- Origin: Los Angeles, California
- Genres: Alternative country, Americana
- Years active: 2006–present
- Label: Thirty Tigers
- Members: Leslie Stevens (vocals/guitar) Ben Reddell (bass guitar) Travis Popichak (drums) Charlene Huang (violin) Eugene Fillios (lap steel/guitar)
- Past members: Glenn Oyabe (guitar)
- Website: Official website

= Leslie and the Badgers =

American folk-country band

Leslie and the Badgers or Leslie Stevens or Leslie Stevens and The Badgers is an American folk-country band formed in 2006 by songwriter and vocalist Leslie Stevens, who is currently releasing records as a solo artist under her name, Leslie Stevens.

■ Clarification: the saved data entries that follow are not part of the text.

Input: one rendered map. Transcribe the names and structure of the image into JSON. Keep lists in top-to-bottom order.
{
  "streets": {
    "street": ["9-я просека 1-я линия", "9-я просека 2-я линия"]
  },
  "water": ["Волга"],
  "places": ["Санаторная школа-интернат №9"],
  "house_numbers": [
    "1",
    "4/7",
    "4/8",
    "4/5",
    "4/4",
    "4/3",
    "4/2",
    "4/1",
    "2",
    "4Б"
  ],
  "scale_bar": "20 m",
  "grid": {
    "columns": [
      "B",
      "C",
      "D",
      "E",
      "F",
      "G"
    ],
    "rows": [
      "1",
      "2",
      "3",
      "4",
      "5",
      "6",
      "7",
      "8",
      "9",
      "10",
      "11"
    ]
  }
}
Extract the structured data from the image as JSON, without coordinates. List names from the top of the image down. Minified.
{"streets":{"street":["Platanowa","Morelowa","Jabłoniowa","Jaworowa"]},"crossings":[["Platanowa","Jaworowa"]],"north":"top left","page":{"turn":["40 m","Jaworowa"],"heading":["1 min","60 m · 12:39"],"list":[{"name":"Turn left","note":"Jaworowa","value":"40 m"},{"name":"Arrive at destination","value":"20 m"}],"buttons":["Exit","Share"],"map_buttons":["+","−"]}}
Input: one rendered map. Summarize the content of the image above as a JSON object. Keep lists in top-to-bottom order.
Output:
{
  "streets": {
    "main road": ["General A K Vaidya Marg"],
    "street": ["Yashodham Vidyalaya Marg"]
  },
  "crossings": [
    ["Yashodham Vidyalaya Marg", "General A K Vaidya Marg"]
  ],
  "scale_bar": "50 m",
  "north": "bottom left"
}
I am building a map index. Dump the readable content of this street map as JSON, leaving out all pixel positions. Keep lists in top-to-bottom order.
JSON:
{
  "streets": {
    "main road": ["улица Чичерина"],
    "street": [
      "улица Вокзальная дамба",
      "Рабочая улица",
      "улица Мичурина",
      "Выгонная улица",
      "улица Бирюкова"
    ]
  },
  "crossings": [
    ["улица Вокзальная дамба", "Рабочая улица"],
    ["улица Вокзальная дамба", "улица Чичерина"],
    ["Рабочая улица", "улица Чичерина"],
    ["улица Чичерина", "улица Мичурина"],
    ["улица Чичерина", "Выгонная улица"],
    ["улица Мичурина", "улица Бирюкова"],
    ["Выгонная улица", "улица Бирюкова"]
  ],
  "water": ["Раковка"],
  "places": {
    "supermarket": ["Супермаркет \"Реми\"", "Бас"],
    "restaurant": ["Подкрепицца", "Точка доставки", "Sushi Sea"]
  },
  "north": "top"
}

The Badgers released their first album, Leslie and the Badgers, in 2007 (currently out of print). Five songs from the album became the 2008 EP Greetings from.... The band's 2009 release, Roomful of Smoke, was produced by David Bianco (Bob Dylan, Tom Petty, Tift Merritt). The Los Angeles Times said Stevens' voice and writing evokes Patsy Clinewhile No Depression wrote that she calls to mind Emmylou Harris. Randall Roberts, of The LA Times, called the album "a little known gem."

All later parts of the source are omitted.